(Dataset records)
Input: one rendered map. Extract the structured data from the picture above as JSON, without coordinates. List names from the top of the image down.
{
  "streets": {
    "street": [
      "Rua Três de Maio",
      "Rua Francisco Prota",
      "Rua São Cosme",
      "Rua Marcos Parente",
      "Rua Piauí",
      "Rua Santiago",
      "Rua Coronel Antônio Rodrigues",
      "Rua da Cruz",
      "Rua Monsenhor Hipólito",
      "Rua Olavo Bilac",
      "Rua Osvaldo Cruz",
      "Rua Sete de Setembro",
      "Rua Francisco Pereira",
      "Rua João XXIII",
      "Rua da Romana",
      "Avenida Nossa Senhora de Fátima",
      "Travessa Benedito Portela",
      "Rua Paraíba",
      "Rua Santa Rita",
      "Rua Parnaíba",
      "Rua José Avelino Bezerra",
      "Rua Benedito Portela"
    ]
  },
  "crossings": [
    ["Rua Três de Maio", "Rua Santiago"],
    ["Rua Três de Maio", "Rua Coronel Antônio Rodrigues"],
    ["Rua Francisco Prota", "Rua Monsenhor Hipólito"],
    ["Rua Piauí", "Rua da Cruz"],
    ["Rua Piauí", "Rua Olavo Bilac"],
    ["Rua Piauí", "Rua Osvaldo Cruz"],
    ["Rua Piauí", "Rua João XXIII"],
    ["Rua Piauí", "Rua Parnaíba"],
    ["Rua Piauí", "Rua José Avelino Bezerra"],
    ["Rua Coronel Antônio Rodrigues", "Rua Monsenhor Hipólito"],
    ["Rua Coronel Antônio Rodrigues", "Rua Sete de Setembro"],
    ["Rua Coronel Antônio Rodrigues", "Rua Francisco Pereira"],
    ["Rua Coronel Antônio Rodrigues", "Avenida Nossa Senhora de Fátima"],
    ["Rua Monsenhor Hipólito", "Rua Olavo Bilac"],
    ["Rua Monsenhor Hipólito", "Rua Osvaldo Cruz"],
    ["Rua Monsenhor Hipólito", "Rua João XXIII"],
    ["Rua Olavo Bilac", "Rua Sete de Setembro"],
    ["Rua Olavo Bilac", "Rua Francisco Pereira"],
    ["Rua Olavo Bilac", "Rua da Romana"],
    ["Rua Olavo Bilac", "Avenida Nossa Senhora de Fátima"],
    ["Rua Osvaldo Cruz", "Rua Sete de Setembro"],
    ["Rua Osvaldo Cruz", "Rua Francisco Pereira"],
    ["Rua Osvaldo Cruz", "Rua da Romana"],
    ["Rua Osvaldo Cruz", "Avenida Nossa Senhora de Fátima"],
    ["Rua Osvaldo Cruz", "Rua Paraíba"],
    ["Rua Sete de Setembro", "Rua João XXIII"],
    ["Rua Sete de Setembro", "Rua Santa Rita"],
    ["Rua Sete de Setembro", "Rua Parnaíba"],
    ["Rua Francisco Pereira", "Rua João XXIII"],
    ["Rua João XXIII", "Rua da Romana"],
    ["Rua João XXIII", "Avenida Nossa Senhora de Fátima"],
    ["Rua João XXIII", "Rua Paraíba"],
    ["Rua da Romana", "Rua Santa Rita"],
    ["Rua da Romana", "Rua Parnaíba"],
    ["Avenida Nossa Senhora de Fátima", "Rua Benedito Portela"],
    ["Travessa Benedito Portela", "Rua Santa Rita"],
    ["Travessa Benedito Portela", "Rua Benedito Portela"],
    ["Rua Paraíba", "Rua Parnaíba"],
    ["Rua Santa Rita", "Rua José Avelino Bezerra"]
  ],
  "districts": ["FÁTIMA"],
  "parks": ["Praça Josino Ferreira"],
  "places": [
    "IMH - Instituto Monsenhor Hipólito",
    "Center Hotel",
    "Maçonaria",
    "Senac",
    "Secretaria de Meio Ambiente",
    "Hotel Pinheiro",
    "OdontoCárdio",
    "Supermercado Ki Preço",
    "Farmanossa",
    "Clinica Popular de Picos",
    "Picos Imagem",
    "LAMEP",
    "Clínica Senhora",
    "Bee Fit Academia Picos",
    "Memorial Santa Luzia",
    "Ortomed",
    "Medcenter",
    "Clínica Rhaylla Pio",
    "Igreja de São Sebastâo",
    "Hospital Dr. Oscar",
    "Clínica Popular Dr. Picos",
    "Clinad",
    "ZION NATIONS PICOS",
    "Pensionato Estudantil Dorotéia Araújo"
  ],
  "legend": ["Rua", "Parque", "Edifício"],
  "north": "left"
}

* TRY IT *
All of the records above need to be printed again exactly as they appear.

* TASK RESPONSE *
Input: one rendered map. Extract the structured data from the picture above as JSON, without coordinates. List names from the top of the image down.
{
  "streets": {
    "street": [
      "Rua Três de Maio",
      "Rua Francisco Prota",
      "Rua São Cosme",
      "Rua Marcos Parente",
      "Rua Piauí",
      "Rua Santiago",
      "Rua Coronel Antônio Rodrigues",
      "Rua da Cruz",
      "Rua Monsenhor Hipólito",
      "Rua Olavo Bilac",
      "Rua Osvaldo Cruz",
      "Rua Sete de Setembro",
      "Rua Francisco Pereira",
      "Rua João XXIII",
      "Rua da Romana",
      "Avenida Nossa Senhora de Fátima",
      "Travessa Benedito Portela",
      "Rua Paraíba",
      "Rua Santa Rita",
      "Rua Parnaíba",
      "Rua José Avelino Bezerra",
      "Rua Benedito Portela"
    ]
  },
  "crossings": [
    ["Rua Três de Maio", "Rua Santiago"],
    ["Rua Três de Maio", "Rua Coronel Antônio Rodrigues"],
    ["Rua Francisco Prota", "Rua Monsenhor Hipólito"],
    ["Rua Piauí", "Rua da Cruz"],
    ["Rua Piauí", "Rua Olavo Bilac"],
    ["Rua Piauí", "Rua Osvaldo Cruz"],
    ["Rua Piauí", "Rua João XXIII"],
    ["Rua Piauí", "Rua Parnaíba"],
    ["Rua Piauí", "Rua José Avelino Bezerra"],
    ["Rua Coronel Antônio Rodrigues", "Rua Monsenhor Hipólito"],
    ["Rua Coronel Antônio Rodrigues", "Rua Sete de Setembro"],
    ["Rua Coronel Antônio Rodrigues", "Rua Francisco Pereira"],
    ["Rua Coronel Antônio Rodrigues", "Avenida Nossa Senhora de Fátima"],
    ["Rua Monsenhor Hipólito", "Rua Olavo Bilac"],
    ["Rua Monsenhor Hipólito", "Rua Osvaldo Cruz"],
    ["Rua Monsenhor Hipólito", "Rua João XXIII"],
    ["Rua Olavo Bilac", "Rua Sete de Setembro"],
    ["Rua Olavo Bilac", "Rua Francisco Pereira"],
    ["Rua Olavo Bilac", "Rua da Romana"],
    ["Rua Olavo Bilac", "Avenida Nossa Senhora de Fátima"],
    ["Rua Osvaldo Cruz", "Rua Sete de Setembro"],
    ["Rua Osvaldo Cruz", "Rua Francisco Pereira"],
    ["Rua Osvaldo Cruz", "Rua da Romana"],
    ["Rua Osvaldo Cruz", "Avenida Nossa Senhora de Fátima"],
    ["Rua Osvaldo Cruz", "Rua Paraíba"],
    ["Rua Sete de Setembro", "Rua João XXIII"],
    ["Rua Sete de Setembro", "Rua Santa Rita"],
    ["Rua Sete de Setembro", "Rua Parnaíba"],
    ["Rua Francisco Pereira", "Rua João XXIII"],
    ["Rua João XXIII", "Rua da Romana"],
    ["Rua João XXIII", "Avenida Nossa Senhora de Fátima"],
    ["Rua João XXIII", "Rua Paraíba"],
    ["Rua da Romana", "Rua Santa Rita"],
    ["Rua da Romana", "Rua Parnaíba"],
    ["Avenida Nossa Senhora de Fátima", "Rua Benedito Portela"],
    ["Travessa Benedito Portela", "Rua Santa Rita"],
    ["Travessa Benedito Portela", "Rua Benedito Portela"],
    ["Rua Paraíba", "Rua Parnaíba"],
    ["Rua Santa Rita", "Rua José Avelino Bezerra"]
  ],
  "districts": ["FÁTIMA"],
  "parks": ["Praça Josino Ferreira"],
  "places": [
    "IMH - Instituto Monsenhor Hipólito",
    "Center Hotel",
    "Maçonaria",
    "Senac",
    "Secretaria de Meio Ambiente",
    "Hotel Pinheiro",
    "OdontoCárdio",
    "Supermercado Ki Preço",
    "Farmanossa",
    "Clinica Popular de Picos",
    "Picos Imagem",
    "LAMEP",
    "Clínica Senhora",
    "Bee Fit Academia Picos",
    "Memorial Santa Luzia",
    "Ortomed",
    "Medcenter",
    "Clínica Rhaylla Pio",
    "Igreja de São Sebastâo",
    "Hospital Dr. Oscar",
    "Clínica Popular Dr. Picos",
    "Clinad",
    "ZION NATIONS PICOS",
    "Pensionato Estudantil Dorotéia Araújo"
  ],
  "legend": ["Rua", "Parque", "Edifício"],
  "north": "left"
}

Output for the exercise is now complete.